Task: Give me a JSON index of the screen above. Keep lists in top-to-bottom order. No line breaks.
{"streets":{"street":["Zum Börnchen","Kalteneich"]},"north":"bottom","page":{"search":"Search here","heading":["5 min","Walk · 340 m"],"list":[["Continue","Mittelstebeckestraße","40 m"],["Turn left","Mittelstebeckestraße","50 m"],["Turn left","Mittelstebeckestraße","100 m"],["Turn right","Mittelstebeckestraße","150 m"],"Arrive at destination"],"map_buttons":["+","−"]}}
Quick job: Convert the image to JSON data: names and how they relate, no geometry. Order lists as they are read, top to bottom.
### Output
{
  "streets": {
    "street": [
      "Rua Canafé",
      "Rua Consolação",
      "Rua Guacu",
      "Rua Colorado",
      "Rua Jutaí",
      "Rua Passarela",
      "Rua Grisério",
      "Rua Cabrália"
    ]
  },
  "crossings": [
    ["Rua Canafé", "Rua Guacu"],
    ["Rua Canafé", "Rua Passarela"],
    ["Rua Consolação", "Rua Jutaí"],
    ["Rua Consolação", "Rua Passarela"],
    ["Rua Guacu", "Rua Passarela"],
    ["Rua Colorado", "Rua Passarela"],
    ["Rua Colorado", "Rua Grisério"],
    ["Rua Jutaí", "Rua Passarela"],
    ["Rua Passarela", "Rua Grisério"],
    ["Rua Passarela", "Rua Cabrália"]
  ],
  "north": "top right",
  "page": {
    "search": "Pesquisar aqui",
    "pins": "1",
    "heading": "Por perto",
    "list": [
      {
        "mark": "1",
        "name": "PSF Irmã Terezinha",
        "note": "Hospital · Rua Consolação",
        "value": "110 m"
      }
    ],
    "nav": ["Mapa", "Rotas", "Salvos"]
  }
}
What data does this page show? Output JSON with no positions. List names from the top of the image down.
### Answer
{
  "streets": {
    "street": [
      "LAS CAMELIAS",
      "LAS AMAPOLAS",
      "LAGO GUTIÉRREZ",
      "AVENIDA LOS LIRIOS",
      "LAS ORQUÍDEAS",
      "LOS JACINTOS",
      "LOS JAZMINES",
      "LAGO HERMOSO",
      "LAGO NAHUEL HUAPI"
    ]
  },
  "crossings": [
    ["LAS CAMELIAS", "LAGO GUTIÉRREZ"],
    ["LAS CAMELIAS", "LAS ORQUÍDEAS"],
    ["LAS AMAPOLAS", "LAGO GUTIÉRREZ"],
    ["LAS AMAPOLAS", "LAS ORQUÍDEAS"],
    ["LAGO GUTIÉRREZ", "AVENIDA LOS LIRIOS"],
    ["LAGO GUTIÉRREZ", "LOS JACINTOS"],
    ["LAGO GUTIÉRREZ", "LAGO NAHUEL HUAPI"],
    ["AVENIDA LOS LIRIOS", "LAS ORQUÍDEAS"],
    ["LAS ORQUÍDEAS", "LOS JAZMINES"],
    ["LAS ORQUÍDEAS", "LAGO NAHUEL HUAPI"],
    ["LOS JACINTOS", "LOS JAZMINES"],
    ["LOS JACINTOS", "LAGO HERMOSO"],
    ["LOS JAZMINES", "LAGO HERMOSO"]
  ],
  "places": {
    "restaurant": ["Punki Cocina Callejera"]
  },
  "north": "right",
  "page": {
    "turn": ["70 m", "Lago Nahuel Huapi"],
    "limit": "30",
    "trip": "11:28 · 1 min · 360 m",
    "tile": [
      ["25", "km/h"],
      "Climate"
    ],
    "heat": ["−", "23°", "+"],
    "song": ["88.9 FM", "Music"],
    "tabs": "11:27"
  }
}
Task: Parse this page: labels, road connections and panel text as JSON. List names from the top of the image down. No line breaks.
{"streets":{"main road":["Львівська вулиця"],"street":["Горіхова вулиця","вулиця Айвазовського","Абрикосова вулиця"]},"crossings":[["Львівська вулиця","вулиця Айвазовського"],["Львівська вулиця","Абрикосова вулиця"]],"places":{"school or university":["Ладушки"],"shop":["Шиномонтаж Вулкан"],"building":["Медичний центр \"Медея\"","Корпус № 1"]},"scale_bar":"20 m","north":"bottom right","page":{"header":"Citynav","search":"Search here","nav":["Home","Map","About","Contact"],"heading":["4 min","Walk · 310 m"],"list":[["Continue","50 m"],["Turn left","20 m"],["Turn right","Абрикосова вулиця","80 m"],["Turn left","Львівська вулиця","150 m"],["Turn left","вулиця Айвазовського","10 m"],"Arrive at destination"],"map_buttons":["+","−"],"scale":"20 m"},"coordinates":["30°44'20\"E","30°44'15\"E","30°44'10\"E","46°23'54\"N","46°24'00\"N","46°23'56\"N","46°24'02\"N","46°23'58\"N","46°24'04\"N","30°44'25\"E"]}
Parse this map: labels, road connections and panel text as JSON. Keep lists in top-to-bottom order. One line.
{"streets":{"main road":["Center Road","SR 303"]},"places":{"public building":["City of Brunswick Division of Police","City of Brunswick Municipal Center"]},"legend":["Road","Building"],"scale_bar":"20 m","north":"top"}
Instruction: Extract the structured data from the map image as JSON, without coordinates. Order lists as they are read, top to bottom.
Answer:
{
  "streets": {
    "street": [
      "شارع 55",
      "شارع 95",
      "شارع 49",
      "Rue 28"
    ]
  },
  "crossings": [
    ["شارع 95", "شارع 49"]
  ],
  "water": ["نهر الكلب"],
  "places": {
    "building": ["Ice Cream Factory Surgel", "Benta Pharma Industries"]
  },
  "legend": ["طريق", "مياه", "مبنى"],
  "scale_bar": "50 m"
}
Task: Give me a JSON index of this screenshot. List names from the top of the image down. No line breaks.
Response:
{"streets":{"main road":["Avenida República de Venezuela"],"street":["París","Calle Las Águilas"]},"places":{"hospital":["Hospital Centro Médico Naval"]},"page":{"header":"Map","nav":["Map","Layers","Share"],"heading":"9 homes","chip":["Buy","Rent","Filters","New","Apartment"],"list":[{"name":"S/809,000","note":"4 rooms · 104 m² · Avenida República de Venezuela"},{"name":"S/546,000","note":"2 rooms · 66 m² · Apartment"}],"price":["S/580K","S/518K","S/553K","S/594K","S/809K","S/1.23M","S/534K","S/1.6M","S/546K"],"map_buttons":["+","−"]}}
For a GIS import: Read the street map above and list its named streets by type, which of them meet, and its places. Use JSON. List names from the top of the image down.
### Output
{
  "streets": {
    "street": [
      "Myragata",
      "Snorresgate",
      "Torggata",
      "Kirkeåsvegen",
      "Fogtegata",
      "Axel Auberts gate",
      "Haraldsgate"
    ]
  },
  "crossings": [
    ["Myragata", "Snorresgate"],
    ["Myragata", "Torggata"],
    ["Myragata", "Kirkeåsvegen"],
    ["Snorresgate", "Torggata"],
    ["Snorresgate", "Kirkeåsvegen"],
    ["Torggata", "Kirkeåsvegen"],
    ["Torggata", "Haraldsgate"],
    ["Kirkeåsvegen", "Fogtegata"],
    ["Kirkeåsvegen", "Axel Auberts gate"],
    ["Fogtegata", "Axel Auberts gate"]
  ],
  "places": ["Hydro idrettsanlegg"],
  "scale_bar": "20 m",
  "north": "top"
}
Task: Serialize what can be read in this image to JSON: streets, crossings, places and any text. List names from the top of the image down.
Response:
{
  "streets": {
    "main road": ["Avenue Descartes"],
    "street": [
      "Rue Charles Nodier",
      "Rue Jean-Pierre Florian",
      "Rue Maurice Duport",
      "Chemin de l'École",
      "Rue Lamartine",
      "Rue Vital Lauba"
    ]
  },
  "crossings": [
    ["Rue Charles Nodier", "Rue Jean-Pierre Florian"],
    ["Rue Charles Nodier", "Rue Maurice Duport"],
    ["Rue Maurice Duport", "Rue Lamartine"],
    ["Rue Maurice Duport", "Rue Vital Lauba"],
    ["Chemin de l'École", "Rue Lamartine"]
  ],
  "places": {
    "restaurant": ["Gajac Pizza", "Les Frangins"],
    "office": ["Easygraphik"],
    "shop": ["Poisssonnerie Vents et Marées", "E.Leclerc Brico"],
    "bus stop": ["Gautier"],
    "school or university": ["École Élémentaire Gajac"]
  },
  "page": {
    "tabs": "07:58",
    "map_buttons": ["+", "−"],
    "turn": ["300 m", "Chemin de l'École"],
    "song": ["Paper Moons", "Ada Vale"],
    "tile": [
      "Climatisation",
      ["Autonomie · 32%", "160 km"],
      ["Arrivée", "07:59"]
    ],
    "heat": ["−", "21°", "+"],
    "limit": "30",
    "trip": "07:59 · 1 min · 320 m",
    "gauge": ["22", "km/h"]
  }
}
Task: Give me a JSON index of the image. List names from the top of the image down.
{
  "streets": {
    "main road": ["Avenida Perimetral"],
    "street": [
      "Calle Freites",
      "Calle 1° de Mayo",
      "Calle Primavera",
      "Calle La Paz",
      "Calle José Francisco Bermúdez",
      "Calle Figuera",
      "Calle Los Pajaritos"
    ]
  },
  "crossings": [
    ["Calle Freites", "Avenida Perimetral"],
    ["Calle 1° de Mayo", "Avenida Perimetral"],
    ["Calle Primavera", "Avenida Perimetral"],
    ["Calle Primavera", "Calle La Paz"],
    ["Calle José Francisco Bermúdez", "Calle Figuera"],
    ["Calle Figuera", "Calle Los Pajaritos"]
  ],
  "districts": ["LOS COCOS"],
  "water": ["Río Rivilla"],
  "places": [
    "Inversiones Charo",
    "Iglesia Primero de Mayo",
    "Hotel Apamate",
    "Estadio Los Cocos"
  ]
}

## Instructions for the task
Lines containing the word "Snorresgate" are to be counted in the listing; state their number alone.

## Solution to the exercise
4